§ **Task to carry out**: Please reproduce the entries below exactly, starting at the first line and ending with the line that holds "position:absolute; left:1041px; top:36px;".

Stored items
######

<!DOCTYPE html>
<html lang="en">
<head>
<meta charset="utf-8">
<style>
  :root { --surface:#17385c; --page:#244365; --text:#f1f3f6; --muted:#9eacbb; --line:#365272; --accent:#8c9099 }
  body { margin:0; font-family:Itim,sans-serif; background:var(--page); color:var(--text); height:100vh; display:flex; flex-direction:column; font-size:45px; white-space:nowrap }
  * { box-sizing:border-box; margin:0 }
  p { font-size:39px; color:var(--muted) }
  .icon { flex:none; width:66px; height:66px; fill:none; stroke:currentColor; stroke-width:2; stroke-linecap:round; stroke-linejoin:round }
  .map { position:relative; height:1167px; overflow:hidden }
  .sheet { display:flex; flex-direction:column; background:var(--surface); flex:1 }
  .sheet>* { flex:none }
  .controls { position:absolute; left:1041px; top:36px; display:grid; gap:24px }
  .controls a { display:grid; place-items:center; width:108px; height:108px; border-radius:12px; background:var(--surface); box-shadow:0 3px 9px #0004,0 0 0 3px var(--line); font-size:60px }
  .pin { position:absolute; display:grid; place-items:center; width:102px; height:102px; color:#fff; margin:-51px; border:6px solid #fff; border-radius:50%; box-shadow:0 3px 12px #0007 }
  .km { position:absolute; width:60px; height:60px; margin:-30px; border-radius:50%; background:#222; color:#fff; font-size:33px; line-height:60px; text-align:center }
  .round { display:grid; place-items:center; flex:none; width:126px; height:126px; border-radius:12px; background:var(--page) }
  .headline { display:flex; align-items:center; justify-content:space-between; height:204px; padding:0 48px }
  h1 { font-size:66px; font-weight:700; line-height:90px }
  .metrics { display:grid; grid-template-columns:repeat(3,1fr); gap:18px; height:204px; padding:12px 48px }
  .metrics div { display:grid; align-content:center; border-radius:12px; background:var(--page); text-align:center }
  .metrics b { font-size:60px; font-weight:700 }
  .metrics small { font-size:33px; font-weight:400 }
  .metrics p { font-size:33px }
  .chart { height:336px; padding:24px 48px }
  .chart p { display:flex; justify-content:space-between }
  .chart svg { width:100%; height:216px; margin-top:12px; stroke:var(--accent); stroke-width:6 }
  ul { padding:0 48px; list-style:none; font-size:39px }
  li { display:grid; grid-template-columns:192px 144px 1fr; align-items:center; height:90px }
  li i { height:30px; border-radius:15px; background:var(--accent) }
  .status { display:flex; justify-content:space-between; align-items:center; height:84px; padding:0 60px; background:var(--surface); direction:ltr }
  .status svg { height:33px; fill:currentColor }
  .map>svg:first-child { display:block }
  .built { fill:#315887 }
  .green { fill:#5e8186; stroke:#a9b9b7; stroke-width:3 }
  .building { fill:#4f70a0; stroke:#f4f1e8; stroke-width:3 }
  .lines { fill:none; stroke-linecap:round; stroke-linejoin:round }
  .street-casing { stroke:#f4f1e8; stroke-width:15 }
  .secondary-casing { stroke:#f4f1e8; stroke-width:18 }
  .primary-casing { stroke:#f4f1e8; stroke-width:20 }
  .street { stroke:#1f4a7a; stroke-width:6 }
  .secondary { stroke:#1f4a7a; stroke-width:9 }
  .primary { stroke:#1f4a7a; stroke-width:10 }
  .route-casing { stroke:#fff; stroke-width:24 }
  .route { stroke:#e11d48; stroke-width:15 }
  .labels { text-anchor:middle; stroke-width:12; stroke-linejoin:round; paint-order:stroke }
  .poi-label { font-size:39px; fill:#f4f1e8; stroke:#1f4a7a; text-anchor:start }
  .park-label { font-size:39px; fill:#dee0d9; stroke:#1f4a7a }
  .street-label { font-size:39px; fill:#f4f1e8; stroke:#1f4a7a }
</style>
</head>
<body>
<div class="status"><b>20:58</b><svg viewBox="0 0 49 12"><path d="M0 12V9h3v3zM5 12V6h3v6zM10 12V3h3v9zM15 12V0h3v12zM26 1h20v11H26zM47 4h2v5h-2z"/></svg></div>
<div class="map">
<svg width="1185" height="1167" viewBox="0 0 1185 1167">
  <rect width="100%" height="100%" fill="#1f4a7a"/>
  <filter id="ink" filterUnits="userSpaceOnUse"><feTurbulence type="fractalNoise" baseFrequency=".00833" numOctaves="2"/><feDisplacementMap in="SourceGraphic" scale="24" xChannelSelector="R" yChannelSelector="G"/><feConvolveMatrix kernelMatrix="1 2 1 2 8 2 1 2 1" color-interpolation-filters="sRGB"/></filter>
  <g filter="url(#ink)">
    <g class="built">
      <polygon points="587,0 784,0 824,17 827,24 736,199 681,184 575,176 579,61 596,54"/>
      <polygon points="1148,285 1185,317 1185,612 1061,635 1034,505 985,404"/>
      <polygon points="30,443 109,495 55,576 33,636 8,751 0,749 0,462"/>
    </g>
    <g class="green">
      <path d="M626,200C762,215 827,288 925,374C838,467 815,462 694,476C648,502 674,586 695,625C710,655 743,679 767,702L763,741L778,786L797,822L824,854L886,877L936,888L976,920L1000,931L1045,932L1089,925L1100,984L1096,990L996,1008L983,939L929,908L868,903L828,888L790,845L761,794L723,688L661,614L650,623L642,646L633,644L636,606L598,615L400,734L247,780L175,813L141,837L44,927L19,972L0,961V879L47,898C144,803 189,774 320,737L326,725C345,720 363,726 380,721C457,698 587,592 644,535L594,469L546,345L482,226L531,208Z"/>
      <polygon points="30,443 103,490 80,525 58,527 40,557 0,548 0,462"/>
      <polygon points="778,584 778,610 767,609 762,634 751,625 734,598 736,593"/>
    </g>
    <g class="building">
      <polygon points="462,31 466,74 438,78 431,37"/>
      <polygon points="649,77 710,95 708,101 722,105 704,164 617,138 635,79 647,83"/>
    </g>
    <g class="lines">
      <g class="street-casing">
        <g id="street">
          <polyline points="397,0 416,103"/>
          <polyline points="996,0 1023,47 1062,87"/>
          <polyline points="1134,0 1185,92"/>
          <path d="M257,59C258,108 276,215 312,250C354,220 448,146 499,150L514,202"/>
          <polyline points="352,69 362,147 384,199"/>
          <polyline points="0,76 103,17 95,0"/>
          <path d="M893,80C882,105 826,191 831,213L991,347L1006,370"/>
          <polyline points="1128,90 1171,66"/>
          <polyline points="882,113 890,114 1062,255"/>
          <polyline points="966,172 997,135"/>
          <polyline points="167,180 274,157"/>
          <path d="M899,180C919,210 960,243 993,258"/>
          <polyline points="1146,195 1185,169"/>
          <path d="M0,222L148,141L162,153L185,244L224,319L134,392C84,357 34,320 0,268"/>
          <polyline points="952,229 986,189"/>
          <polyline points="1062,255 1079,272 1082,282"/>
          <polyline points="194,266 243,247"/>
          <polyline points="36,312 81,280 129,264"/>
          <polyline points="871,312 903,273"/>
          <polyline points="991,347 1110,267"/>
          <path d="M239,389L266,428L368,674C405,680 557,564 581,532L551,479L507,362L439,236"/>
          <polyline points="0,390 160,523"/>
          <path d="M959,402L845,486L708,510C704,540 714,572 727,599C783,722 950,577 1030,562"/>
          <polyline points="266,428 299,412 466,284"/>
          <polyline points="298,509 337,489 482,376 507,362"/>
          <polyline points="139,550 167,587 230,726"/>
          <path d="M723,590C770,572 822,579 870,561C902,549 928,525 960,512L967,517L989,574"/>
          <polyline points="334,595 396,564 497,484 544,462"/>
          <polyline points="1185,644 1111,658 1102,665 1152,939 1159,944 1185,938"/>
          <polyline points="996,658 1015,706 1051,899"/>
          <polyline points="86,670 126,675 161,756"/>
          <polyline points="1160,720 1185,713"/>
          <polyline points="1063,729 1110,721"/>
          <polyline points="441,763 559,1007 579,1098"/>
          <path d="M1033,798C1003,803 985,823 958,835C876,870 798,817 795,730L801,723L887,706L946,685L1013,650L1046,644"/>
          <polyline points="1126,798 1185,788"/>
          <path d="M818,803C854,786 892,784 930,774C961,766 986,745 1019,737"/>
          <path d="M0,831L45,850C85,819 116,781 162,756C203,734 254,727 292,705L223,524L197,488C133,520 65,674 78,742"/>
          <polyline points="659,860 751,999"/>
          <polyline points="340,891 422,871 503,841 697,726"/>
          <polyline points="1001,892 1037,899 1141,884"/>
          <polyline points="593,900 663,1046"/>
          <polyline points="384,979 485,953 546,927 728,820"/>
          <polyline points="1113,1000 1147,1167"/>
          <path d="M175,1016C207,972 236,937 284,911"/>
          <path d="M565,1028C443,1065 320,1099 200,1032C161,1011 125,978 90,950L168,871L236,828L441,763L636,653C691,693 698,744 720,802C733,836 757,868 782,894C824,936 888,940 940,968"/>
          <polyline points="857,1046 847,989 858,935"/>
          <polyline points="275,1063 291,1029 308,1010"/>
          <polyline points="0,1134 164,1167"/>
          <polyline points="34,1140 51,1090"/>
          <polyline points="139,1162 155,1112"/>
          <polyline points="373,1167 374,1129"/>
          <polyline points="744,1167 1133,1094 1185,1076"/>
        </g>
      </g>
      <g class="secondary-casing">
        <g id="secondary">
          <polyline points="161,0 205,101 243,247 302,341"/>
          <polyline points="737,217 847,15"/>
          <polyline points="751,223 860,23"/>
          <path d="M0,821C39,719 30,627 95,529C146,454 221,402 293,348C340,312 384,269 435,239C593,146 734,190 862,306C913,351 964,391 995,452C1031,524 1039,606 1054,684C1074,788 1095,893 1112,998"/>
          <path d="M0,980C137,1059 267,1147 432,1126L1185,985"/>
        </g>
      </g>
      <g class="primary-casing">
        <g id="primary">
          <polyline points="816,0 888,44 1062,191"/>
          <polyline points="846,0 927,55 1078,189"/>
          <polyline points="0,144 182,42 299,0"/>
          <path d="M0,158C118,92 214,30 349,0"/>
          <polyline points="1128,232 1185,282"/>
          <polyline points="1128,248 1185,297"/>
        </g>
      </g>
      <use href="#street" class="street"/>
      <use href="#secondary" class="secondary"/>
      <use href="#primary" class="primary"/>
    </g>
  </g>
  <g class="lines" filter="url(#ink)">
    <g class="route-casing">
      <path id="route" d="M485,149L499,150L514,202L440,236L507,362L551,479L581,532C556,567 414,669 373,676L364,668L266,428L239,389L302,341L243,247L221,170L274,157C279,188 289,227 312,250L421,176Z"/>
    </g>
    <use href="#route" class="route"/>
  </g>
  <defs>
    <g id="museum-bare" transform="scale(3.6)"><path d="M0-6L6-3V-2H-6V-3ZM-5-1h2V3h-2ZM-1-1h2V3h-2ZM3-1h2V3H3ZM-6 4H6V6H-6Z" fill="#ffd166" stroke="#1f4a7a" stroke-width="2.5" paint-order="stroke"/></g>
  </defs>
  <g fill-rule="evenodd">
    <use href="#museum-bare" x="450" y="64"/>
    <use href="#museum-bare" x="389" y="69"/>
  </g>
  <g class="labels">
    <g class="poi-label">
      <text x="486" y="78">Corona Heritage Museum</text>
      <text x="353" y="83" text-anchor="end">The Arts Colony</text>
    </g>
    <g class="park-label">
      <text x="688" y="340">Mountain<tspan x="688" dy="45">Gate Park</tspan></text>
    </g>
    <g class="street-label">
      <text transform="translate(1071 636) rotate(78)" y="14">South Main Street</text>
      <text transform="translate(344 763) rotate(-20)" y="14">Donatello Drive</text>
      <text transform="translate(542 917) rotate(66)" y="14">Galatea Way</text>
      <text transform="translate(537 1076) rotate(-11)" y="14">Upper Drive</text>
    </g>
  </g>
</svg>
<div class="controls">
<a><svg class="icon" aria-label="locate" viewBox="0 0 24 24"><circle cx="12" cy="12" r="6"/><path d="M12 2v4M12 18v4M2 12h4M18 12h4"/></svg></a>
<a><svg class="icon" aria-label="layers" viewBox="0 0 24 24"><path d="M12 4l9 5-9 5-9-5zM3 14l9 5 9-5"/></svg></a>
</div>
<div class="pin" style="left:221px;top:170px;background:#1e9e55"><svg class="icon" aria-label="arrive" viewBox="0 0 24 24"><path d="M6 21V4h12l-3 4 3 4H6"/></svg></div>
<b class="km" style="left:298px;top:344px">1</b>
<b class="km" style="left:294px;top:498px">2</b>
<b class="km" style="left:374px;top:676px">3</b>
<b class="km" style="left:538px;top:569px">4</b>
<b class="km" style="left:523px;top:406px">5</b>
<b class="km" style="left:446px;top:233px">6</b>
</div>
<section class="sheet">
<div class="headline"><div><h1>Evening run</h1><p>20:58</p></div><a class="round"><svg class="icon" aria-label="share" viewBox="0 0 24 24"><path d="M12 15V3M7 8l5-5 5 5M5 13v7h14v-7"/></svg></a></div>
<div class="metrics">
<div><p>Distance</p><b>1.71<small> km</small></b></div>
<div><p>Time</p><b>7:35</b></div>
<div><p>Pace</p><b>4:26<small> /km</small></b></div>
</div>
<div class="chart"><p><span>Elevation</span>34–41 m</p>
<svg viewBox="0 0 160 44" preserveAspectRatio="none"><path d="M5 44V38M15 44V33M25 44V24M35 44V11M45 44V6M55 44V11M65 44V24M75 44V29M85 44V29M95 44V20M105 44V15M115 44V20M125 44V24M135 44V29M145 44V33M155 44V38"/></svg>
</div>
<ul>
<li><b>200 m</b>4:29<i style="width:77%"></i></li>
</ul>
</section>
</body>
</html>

######

§ **Answer to this exercise**:
<!DOCTYPE html>
<html lang="en">
<head>
<meta charset="utf-8">
<style>
  :root { --surface:#17385c; --page:#244365; --text:#f1f3f6; --muted:#9eacbb; --line:#365272; --accent:#8c9099 }
  body { margin:0; font-family:Itim,sans-serif; background:var(--page); color:var(--text); height:100vh; display:flex; flex-direction:column; font-size:45px; white-space:nowrap }
  * { box-sizing:border-box; margin:0 }
  p { font-size:39px; color:var(--muted) }
  .icon { flex:none; width:66px; height:66px; fill:none; stroke:currentColor; stroke-width:2; stroke-linecap:round; stroke-linejoin:round }
  .map { position:relative; height:1167px; overflow:hidden }
  .sheet { display:flex; flex-direction:column; background:var(--surface); flex:1 }
  .sheet>* { flex:none }
  .controls { position:absolute; left:1041px; top:36px; display:grid; gap:24px }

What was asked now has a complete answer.